TASK BRIEF: Find every line in the records below that holds the word "Smith", and copy it out.
─── EXTRACTED RECORDS
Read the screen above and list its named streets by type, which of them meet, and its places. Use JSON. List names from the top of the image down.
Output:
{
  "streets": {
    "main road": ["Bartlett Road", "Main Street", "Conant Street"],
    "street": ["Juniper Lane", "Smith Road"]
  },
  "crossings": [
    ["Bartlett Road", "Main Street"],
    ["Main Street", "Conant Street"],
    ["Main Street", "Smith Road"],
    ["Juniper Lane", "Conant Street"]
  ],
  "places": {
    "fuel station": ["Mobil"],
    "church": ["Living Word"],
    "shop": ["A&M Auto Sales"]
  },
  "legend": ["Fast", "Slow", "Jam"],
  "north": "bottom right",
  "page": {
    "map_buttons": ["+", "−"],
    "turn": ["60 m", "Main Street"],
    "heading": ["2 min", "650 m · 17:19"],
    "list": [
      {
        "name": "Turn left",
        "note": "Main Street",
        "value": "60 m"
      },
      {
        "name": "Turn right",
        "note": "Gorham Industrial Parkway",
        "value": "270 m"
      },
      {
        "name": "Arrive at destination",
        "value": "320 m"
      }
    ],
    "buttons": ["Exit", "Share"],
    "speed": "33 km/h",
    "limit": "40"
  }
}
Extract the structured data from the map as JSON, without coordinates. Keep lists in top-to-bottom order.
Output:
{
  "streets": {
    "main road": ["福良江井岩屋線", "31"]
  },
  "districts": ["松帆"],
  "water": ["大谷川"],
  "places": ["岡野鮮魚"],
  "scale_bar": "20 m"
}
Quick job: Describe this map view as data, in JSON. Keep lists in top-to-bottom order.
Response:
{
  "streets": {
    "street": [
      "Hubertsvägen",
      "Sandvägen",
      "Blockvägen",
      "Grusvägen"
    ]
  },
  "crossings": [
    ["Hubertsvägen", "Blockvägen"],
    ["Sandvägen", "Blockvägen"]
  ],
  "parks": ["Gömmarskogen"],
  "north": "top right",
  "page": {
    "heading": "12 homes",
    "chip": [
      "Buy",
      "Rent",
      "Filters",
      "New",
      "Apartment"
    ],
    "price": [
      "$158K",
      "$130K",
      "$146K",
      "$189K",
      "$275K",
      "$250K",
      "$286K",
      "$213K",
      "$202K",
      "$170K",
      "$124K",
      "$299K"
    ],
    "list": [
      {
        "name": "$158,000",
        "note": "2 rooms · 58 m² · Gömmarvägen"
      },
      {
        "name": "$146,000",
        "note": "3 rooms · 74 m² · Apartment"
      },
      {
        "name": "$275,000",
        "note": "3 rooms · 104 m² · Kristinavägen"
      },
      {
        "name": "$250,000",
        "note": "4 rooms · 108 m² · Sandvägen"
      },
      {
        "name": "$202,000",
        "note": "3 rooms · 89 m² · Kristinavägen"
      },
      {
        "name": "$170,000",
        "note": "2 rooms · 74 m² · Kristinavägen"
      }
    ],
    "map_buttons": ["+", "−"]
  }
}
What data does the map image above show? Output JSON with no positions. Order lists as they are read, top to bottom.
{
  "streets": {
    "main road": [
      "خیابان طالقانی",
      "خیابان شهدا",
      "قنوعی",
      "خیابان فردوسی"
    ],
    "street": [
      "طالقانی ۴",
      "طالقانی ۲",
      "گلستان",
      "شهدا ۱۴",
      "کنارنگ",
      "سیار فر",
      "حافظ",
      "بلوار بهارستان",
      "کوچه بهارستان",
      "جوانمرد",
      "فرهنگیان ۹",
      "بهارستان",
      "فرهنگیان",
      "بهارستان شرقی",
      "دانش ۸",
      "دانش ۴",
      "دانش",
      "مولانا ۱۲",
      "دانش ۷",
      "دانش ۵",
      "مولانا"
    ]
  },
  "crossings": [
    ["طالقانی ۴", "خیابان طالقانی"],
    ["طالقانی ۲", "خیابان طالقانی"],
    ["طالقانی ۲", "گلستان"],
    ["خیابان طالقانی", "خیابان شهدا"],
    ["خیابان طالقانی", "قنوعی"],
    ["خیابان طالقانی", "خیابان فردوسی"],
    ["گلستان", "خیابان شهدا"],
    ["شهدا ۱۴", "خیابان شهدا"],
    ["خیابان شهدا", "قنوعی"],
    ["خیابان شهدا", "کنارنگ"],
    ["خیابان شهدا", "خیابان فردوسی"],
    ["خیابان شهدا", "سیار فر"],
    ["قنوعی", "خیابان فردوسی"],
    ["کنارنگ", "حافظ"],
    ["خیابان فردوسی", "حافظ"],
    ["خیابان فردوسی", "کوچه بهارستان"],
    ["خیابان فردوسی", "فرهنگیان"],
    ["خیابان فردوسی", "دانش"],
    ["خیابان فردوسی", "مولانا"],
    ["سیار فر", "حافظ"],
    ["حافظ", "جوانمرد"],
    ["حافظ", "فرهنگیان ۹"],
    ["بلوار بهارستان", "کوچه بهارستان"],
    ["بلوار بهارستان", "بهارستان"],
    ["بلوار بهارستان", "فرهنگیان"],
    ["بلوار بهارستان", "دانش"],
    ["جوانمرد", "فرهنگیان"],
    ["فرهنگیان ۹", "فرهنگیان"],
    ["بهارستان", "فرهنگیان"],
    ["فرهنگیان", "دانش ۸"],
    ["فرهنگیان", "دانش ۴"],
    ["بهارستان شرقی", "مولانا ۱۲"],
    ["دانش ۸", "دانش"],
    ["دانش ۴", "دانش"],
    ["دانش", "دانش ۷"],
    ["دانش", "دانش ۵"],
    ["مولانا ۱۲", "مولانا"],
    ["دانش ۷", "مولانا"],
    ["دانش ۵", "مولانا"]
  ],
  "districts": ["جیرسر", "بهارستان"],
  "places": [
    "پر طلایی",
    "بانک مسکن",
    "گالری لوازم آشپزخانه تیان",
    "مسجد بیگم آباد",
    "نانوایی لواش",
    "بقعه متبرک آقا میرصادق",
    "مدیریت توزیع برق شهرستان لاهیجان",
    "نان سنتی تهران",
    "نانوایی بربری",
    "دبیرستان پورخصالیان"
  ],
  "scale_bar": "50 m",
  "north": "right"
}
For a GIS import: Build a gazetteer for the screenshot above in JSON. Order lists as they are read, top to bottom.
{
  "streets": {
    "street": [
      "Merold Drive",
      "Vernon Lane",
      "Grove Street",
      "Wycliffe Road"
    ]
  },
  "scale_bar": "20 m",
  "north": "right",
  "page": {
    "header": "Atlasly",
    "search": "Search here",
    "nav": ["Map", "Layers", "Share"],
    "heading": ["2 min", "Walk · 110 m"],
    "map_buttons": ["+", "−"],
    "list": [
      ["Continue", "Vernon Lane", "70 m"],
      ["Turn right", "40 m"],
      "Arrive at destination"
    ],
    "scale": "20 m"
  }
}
──────
RESULT FOR THIS EXERCISE:
    "street": ["Juniper Lane", "Smith Road"]
    ["Main Street", "Smith Road"],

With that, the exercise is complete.